Search the entries for the word "buttons" and copy each line that has it.

Records drawn from a dataset:
=== Section Start ===

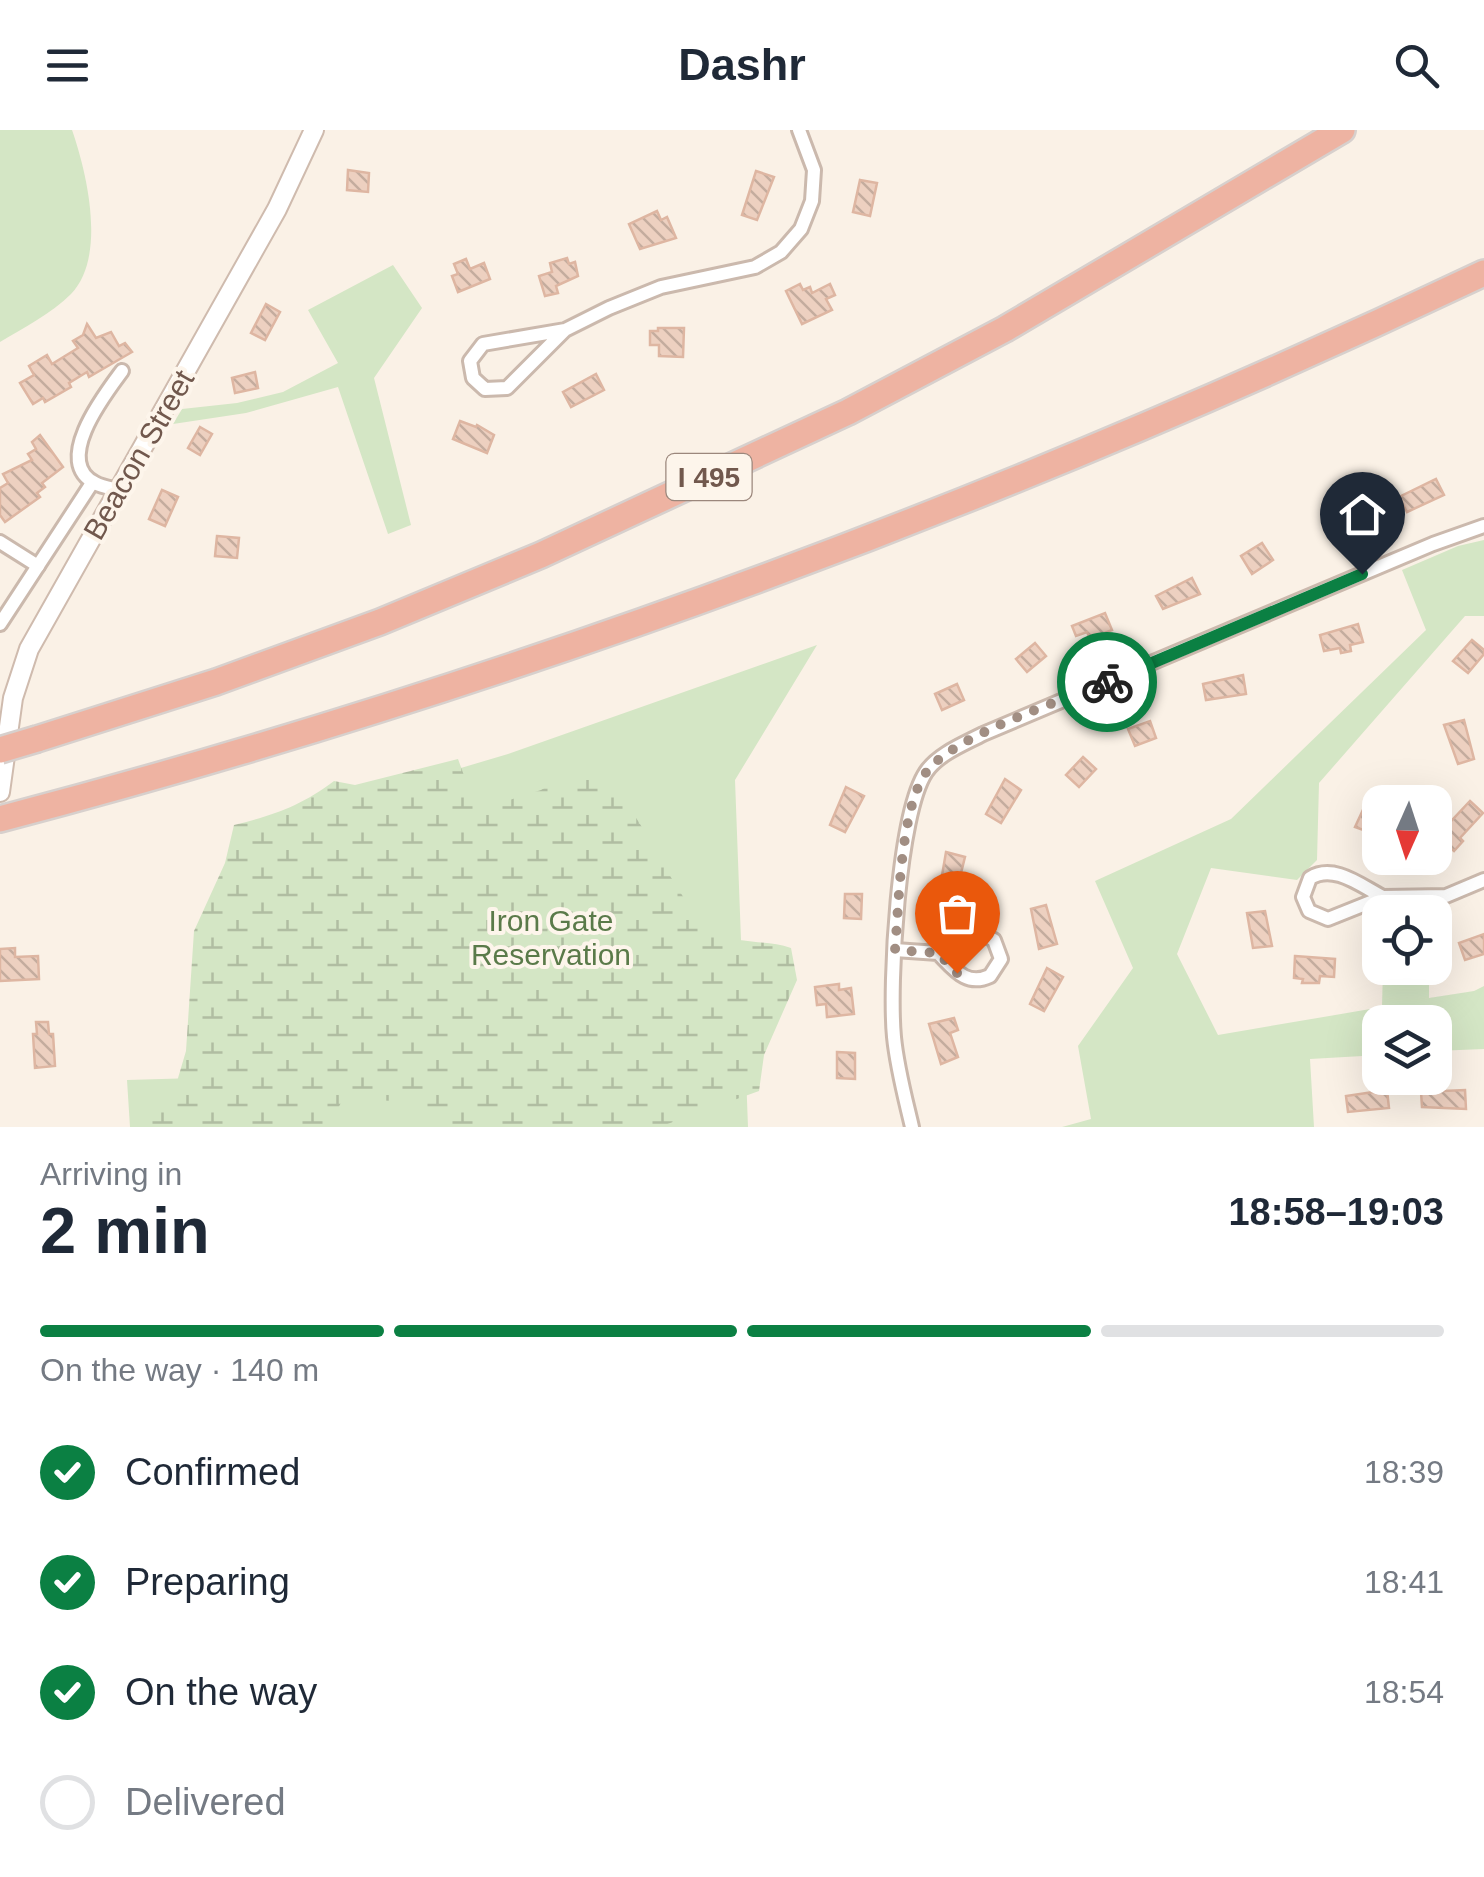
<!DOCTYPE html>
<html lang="en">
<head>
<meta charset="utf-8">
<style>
	:root { --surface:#fff; --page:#f6f6f7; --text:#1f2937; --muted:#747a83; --line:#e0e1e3; --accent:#0b8043 }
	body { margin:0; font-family:Arial,sans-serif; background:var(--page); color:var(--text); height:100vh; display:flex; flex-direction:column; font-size:38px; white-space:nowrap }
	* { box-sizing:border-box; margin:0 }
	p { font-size:32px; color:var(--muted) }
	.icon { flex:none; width:55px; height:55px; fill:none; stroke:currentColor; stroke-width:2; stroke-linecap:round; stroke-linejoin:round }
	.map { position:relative; height:997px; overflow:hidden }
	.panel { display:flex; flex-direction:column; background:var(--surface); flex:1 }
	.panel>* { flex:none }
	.needle { width:65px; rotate:183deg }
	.buttons { position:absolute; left:1362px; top:655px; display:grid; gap:20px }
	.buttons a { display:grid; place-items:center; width:90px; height:90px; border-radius:20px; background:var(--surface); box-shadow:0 10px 40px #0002; font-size:50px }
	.pin { position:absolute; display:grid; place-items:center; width:85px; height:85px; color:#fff; margin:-102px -42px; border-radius:50% 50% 50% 0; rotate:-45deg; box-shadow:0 0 10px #0007 }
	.pin .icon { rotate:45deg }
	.courier { position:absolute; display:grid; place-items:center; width:100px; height:100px; margin:-50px; border:8px solid #0b8043; border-radius:50%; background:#fff; color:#222; box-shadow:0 2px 12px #0007 }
	.summary em { font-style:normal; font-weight:800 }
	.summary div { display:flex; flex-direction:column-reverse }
	.summary { display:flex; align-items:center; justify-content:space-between; height:170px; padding:0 40px }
	h1 { font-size:65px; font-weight:800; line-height:75px }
	.bar { display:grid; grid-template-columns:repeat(4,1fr); gap:15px 10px; align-content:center; height:120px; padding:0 40px }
	.bar i { height:12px; border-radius:8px; background:var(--line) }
	.bar .selected { background:var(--accent) }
	.bar p { grid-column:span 4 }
	ol { padding:0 40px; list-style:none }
	li { display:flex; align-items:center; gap:30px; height:110px }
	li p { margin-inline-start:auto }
	li .icon { padding:10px; border-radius:50%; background:var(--accent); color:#fff; stroke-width:4 }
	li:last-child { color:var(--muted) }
	li i { width:55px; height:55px; border:5px solid var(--line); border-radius:50% }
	header { display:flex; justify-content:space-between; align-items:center; height:130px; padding:0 40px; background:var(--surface); font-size:45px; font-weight:800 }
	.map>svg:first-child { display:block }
</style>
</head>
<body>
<header><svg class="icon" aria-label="menu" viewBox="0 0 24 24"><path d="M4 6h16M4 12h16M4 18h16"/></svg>Dashr<svg class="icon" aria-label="search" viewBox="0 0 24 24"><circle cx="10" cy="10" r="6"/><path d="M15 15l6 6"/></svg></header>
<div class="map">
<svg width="1484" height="997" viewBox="0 0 1484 997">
	<defs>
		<pattern id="wetland-marsh" width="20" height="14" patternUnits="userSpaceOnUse" patternTransform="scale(2.5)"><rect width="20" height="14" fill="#d4e6c5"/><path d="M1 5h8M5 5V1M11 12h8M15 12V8" fill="none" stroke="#b0bda2"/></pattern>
		<pattern id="building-back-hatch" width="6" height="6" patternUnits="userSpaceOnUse" patternTransform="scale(2.5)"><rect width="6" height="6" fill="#edd0c0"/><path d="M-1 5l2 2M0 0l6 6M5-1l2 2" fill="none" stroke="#c4ac9e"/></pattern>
	</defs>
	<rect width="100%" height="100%" fill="#faf1e6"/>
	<g fill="#d4e6c5">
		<path d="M0,0H72C87,43 107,127 71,164C51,184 23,198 0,212Z"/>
		<polygon points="393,135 422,178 374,248 411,395 388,404 338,257 246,283 173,294 182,279 237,273 283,262 338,233 308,180"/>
		<polygon points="1484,410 1484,486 1465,486 1319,653 1317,730 1297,750 1211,738 1177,824 1218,905 1382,877 1383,838 1429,838 1429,868 1474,861 1484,856 1484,919 1435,921 1435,892 1380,892 1380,925 1310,929 1314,997 1062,997 1091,989 1078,916 1133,838 1095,751 1231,689 1426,500 1402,440 1458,416"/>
		<polygon points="817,515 735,650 748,997 130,997 127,950 265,946 252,700 508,624"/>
	</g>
	<path fill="url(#wetland-marsh)" d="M458,629L466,651L467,676L503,672L541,660L566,645L599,642C611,657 624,671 634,685C655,714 686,785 715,801C741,816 766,809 791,818L797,850L764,925L759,961L659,997H450L395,971L343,969L328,997H136L147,982L173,965L186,921L194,801L225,733L234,695C274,685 301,676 334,651L355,655Z"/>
	<g fill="url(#building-back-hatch)" stroke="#deb6a2" stroke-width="2.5">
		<polygon points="348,40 369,43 368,62 347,60"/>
		<polygon points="756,41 774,47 757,90 742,85"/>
		<polygon points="860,50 877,53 870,86 853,82"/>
		<polygon points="657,81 661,90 667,87 676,108 640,119 629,94"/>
		<polygon points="567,128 569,134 575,132 578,146 556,156 558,163 545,166 539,146 552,142 550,133"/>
		<polygon points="466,129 470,139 484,133 490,149 458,162 452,146 458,144 454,134"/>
		<polygon points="800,154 803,160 810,157 812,163 830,154 835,165 826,169 832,180 802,194 786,161"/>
		<polygon points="266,174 280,182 265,210 251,203"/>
		<polygon points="87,194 96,208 111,202 119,216 125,213 132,222 89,247 87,242 69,253 71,257 45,272 43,268 33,274 20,253 34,245 29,236 47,225 52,234 78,218 73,211 83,205"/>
		<polygon points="658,198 684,198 683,227 659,226 659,215 650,215 650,201 658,201"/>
		<polygon points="255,242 258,258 235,263 232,248"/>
		<polygon points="596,244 604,260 571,277 563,262"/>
		<polygon points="460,291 476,297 477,295 494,305 487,323 453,309"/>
		<polygon points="200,297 212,304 200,325 188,318"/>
		<polygon points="40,305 63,337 42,353 45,357 37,363 40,367 5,392 0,385 0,358 8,353 3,344 32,330 28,324 36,319 32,312"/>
		<polygon points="1436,349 1444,365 1407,382 1399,367"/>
		<polygon points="162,360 178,367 165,396 149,389"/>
		<polygon points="1352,377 1361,392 1341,405 1332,389"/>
		<polygon points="217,406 239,408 237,428 215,426"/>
		<polygon points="1262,413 1273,430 1252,444 1241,426"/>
		<polygon points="1192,448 1200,464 1163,479 1156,466"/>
		<polygon points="1105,483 1112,500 1090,509 1087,502 1076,506 1072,496"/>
		<polygon points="1358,494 1363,512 1350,515 1351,521 1341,523 1340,518 1324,521 1320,505"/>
		<polygon points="1472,510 1484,520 1484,524 1468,543 1453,531"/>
		<polygon points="1035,513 1046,526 1027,542 1016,529"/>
		<polygon points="1243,545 1246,564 1206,570 1203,554"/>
		<polygon points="957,554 964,570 942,580 935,564"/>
		<polygon points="1464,590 1474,629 1458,634 1444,595"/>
		<polygon points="1150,591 1156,608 1135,616 1128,599"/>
		<polygon points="1083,627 1096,639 1079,657 1066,645"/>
		<polygon points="1005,649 1021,660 1001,693 986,684"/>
		<polygon points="846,657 864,666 845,702 830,695"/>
		<polygon points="1367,671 1379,676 1376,684 1380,685 1380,706 1355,697"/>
		<polygon points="1470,671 1483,683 1460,708 1463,711 1454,721 1439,708 1441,702"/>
		<polygon points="946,722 965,727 955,767 939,763"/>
		<polygon points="845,764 862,764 861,789 844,788"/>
		<polygon points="1046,775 1057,814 1039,819 1031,779"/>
		<polygon points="1265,781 1272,816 1253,818 1247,783"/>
		<polygon points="1484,804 1484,824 1465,830 1459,813"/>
		<polygon points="15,818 15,827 38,826 39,849 0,851 0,819"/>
		<polygon points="1295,826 1335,829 1334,847 1320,846 1319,853 1302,853 1303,849 1294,848"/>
		<polygon points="1047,838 1063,847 1044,881 1030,874"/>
		<polygon points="839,854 839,860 851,858 854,884 827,887 826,874 817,875 815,857"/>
		<polygon points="954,888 958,900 950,903 958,927 941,934 929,894"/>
		<polygon points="36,892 48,892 49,904 53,904 55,936 35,938 33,904 37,904"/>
		<polygon points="837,922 855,923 855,949 837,948"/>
		<polygon points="1387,960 1389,978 1348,982 1346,966"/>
		<polygon points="1465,960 1466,979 1422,977 1421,962"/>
	</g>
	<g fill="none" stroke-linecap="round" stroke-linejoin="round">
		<defs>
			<g id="minor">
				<polyline points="565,200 483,214 470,231 473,248 485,259 507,258 565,200 609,178 661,157 755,137 781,122 801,99 812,71 814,40 799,0"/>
				<path d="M119,360C111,358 102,357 95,353C52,332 105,264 122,241"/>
				<polyline points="0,412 38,436"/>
				<polyline points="0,494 92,353"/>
				<path d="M1383,767C1361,756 1334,733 1310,748L1303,767L1309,781L1328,789L1383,767L1446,766L1484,750"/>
				<path d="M895,820L938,823L961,806L976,801L994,810L1001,829L990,846C966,857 954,839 938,823"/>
				<path d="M912,997C905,967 897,938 894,907C889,855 898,684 926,642C938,624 964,614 983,604L1433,414L1484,396"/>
			</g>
			<polyline id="secondary" points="0,662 13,568 29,519 277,79 314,0"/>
			<g id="motorway">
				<polyline points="37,609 216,552 380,492 541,425 848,282 1005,199 1342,0"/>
				<path d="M0,689C509,555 1009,369 1484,143"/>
			</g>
		</defs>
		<use href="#minor" stroke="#cbb9ad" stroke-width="18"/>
		<use href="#secondary" stroke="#cfbbae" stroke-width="22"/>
		<use href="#motorway" stroke="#d7d0cd" stroke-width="30"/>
		<use href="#minor" stroke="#fff" stroke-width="12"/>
		<use href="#secondary" stroke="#fff" stroke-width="18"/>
		<use href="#motorway" stroke="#eeb3a2" stroke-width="25"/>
		<defs>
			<polyline id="motorway-bridge" points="0,620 37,609"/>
		</defs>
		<use href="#motorway-bridge" stroke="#d7d0cd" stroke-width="30" stroke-linecap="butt"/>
		<use href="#motorway-bridge" stroke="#eeb3a2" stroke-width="25"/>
	</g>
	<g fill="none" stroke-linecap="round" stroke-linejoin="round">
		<path stroke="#a18e83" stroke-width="10" stroke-dasharray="0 18" d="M957,843L938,823L895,820C899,776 900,674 928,640C958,604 1062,571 1107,552"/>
		<polyline stroke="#0b8043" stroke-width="12" points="1107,552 1362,444"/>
	</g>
	<g text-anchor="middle" stroke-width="8" stroke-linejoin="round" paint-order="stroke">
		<rect fill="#fdf5eb" stroke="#9b877c" stroke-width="2.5" x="666.5" y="324" width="85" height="46" rx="8"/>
		<g font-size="28" font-weight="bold" fill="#71584d">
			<text x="709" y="357">I 495</text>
		</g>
		<g font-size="30" fill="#71584d" stroke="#fdf5eb">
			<text transform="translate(139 325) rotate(-60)" y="10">Beacon Street</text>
		</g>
		<g font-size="30" fill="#5a7a49" stroke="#fdf5eb">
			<text x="551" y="801">Iron Gate<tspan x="551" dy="34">Reservation</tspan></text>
		</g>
	</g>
</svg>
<div class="buttons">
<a><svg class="needle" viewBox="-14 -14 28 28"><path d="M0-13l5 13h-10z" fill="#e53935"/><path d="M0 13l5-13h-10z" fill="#747a83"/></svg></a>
<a><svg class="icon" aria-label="locate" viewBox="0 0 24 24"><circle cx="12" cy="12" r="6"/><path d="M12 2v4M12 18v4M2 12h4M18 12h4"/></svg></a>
<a><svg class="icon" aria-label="layers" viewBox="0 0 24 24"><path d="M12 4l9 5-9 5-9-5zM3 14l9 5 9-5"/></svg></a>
</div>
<div class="pin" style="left:957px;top:843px;background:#ea580c"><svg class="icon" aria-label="bag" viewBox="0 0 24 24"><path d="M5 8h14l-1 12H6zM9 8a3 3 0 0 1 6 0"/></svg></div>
<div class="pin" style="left:1362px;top:444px;background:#1f2937"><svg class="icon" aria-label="home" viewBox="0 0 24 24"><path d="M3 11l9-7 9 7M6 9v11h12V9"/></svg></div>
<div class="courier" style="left:1107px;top:552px"><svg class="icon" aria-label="bike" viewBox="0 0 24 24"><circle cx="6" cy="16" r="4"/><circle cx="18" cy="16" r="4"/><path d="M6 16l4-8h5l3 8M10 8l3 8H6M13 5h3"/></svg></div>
</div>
<section class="panel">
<div class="summary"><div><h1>2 min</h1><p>Arriving in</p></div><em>18:58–19:03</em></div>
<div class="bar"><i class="selected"></i><i class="selected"></i><i class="selected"></i><i></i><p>On the way · 140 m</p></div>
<ol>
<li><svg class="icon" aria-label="check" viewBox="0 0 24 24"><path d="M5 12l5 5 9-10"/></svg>Confirmed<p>18:39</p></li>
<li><svg class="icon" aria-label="check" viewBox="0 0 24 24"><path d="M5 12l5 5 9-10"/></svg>Preparing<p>18:41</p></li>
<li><svg class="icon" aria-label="check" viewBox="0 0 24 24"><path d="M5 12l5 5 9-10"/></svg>On the way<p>18:54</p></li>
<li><i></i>Delivered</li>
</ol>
</section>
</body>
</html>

=== Section End ===

TASK RESULT →
	.buttons { position:absolute; left:1362px; top:655px; display:grid; gap:20px }
	.buttons a { display:grid; place-items:center; width:90px; height:90px; border-radius:20px; background:var(--surface); box-shadow:0 10px 40px #0002; font-size:50px }
<div class="buttons">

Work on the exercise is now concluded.